Approximately 50 Macy’s locations have smart mirrors installed. In September, it was reported that the retailer was letting customers “try on” 250 makeup products with virtual mirrors. In addition, it was reported that the mirror could let customers order and pay for their makeup products. The news came a few months after it was reported that H&M was rolling out a voice-activated mirror in a flagship New York City location. H&M’s device was said to offer selfies and style recommendations as well as a route to eCommerce.
The revenues from VR software are expected to increase by 3,000 percent over the next four years. And companies in the VR space are raising tens of millions in funding. German company Varjo Technologies, for instance, announced a $31 million Series B investment last year, led by Seimens-backed Next47 and Atomico that would help it roll out the world’s first human-eye resolution virtual reality and mixed reality product. Varjo Co-Founder and CEO Urho Konttori said in a press release at the time, “We hope that the impact of our hardware and software platform on industry will be as profound as the introduction of the Graphical User Interface.” The company is already working with Airbus, Audi, Lilium, Saab, Sellen, Volkswagen and Volvo Cars to optimize the headset for their business sectors and needs.

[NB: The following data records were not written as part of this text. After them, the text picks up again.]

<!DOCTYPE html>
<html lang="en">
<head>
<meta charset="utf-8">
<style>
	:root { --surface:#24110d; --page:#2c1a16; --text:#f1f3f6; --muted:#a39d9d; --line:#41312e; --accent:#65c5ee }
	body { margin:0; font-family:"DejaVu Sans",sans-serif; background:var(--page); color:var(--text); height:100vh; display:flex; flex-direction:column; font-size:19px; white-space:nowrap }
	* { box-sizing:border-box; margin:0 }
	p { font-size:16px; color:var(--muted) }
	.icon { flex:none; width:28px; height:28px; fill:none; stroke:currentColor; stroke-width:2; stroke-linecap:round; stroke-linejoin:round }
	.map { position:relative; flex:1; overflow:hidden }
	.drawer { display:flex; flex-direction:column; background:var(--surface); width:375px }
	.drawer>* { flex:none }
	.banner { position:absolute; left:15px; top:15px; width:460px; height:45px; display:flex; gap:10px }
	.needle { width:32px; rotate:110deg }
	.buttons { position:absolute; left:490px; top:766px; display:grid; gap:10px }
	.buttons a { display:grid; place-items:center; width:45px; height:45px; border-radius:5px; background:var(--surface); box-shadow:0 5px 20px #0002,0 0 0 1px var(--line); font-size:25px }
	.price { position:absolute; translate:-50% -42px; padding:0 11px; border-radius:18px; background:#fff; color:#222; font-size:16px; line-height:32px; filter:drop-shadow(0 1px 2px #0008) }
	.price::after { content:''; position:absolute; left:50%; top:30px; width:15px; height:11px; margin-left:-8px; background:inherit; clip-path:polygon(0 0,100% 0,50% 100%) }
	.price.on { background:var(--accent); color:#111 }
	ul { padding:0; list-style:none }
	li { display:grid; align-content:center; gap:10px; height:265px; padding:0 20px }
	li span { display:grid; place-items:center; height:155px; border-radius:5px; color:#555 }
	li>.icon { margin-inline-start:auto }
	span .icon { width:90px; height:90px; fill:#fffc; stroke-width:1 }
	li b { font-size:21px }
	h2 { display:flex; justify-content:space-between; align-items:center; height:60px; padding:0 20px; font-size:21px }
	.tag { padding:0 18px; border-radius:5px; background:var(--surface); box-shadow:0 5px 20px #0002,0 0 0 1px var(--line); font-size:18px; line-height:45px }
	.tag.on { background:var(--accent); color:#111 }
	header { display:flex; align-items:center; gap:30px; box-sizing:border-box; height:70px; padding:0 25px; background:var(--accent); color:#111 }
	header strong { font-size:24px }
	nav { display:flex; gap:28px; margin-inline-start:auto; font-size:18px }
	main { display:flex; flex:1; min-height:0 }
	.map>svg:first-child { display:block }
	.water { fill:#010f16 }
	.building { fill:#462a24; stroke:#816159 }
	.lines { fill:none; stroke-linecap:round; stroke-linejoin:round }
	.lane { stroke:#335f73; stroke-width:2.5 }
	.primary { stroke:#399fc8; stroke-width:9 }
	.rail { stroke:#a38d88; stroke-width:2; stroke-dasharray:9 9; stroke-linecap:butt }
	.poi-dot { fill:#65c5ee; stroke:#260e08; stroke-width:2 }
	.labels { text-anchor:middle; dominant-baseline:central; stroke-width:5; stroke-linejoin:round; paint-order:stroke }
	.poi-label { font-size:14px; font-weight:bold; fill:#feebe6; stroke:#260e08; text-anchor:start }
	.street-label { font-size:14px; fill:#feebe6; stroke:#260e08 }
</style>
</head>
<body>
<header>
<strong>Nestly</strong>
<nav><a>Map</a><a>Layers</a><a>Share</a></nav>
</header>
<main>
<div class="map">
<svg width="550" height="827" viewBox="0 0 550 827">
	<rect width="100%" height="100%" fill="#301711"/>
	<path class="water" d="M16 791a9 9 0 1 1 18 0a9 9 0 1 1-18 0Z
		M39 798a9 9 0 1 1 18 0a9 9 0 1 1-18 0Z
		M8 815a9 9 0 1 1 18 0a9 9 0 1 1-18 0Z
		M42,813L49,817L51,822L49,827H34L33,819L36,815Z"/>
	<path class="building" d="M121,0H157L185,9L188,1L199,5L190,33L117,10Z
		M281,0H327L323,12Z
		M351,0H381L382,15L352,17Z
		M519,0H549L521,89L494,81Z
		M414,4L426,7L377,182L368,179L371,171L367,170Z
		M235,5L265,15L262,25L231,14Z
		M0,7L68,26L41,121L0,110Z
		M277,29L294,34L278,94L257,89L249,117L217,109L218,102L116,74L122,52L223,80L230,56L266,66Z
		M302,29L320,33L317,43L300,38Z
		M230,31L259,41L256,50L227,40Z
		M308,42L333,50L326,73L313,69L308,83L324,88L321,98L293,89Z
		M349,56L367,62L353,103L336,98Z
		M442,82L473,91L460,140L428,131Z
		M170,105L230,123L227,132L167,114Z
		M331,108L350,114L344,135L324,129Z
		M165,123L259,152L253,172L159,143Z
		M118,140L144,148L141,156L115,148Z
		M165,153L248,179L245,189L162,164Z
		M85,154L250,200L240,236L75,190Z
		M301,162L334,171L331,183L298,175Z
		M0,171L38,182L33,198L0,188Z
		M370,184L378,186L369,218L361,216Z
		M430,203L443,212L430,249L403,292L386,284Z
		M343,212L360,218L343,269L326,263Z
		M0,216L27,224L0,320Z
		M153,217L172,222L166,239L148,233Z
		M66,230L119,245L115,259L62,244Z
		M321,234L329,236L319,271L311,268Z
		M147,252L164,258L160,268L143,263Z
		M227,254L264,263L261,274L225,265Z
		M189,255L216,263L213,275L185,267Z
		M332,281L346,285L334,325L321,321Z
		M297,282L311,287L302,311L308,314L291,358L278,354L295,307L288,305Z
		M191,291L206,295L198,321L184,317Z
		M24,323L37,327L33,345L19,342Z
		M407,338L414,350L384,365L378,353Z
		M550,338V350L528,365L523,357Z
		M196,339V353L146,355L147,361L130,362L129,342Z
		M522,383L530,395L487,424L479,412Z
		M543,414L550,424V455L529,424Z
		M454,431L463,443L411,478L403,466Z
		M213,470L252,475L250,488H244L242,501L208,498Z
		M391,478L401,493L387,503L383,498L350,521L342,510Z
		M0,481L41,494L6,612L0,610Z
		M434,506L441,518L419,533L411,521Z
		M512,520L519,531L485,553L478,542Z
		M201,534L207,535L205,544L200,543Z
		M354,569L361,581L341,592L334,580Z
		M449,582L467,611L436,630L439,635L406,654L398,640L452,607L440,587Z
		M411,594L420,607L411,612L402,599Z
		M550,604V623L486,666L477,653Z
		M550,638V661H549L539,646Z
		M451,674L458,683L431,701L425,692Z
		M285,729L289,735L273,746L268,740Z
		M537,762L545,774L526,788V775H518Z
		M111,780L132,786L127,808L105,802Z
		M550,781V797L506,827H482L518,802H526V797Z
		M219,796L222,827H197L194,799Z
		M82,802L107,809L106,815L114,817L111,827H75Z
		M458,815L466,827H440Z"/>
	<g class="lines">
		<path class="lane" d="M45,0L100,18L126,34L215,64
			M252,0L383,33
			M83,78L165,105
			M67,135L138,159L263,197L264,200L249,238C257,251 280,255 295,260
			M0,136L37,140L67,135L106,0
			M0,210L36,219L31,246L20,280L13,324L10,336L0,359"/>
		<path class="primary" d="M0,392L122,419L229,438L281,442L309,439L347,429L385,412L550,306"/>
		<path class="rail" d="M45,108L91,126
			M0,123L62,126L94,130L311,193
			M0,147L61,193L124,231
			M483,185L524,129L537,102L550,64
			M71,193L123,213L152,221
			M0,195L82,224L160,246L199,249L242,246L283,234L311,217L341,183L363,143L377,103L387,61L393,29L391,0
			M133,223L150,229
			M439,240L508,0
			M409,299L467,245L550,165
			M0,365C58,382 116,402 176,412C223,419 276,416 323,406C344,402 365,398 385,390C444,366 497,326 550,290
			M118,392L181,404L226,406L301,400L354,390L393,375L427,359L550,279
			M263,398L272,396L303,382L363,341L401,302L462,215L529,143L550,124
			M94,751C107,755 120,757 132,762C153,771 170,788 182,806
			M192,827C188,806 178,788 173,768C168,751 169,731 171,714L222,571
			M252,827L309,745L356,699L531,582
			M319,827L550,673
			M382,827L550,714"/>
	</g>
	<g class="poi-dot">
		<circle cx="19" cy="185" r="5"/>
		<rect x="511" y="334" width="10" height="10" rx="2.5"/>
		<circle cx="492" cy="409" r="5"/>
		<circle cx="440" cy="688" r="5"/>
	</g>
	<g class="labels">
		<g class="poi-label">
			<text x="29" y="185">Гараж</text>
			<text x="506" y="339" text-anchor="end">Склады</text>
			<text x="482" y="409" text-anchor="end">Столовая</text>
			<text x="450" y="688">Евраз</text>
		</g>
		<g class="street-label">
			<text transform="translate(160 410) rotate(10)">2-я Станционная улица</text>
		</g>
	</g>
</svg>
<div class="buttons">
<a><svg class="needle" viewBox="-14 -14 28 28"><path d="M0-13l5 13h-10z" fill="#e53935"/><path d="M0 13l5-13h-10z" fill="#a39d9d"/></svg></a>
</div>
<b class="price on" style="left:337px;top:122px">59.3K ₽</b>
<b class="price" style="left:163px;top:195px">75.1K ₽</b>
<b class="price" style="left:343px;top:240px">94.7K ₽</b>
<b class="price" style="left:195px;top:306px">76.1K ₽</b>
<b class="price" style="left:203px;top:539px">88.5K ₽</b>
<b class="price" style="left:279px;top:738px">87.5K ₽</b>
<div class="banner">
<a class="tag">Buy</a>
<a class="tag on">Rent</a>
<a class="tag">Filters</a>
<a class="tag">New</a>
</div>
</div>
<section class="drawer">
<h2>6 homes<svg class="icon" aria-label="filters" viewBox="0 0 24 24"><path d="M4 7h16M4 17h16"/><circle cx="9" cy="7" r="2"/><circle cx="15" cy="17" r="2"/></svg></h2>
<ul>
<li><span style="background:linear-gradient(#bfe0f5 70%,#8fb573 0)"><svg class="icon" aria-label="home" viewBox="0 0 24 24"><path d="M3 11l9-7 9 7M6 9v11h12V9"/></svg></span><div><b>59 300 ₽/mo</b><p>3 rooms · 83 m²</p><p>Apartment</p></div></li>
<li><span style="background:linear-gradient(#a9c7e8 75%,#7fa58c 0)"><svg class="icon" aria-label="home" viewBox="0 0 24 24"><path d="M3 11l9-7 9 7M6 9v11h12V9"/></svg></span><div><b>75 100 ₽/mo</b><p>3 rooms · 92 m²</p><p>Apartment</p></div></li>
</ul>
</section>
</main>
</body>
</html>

The expected number of AR/VR headset users by 2022 is forecasted to be 100 million. Not all VR retail experiences, however, require a headset. Six Hundred Four, for instance, is a VR sneaker store. The company’s eCommerce shoppers can virtually “walk” around the company’s flagship space, which serves both as an art gallery and as a shoe store, and add items to their shopping carts without using a headset. Six Hundred Four Founder James Lepp said last year, “We didn’t want to have those constraints. Instead, our experience can be used anywhere, any time, on any device.”
From Walmart to Amazon, retailers are experimenting with the emerging technology to help shape the experiences of shoppers. In an age where retailers need to find engaging alternatives to traditional strategies like window displays, virtual reality and augmented reality could help retailers reach consumers now — and heading into the future.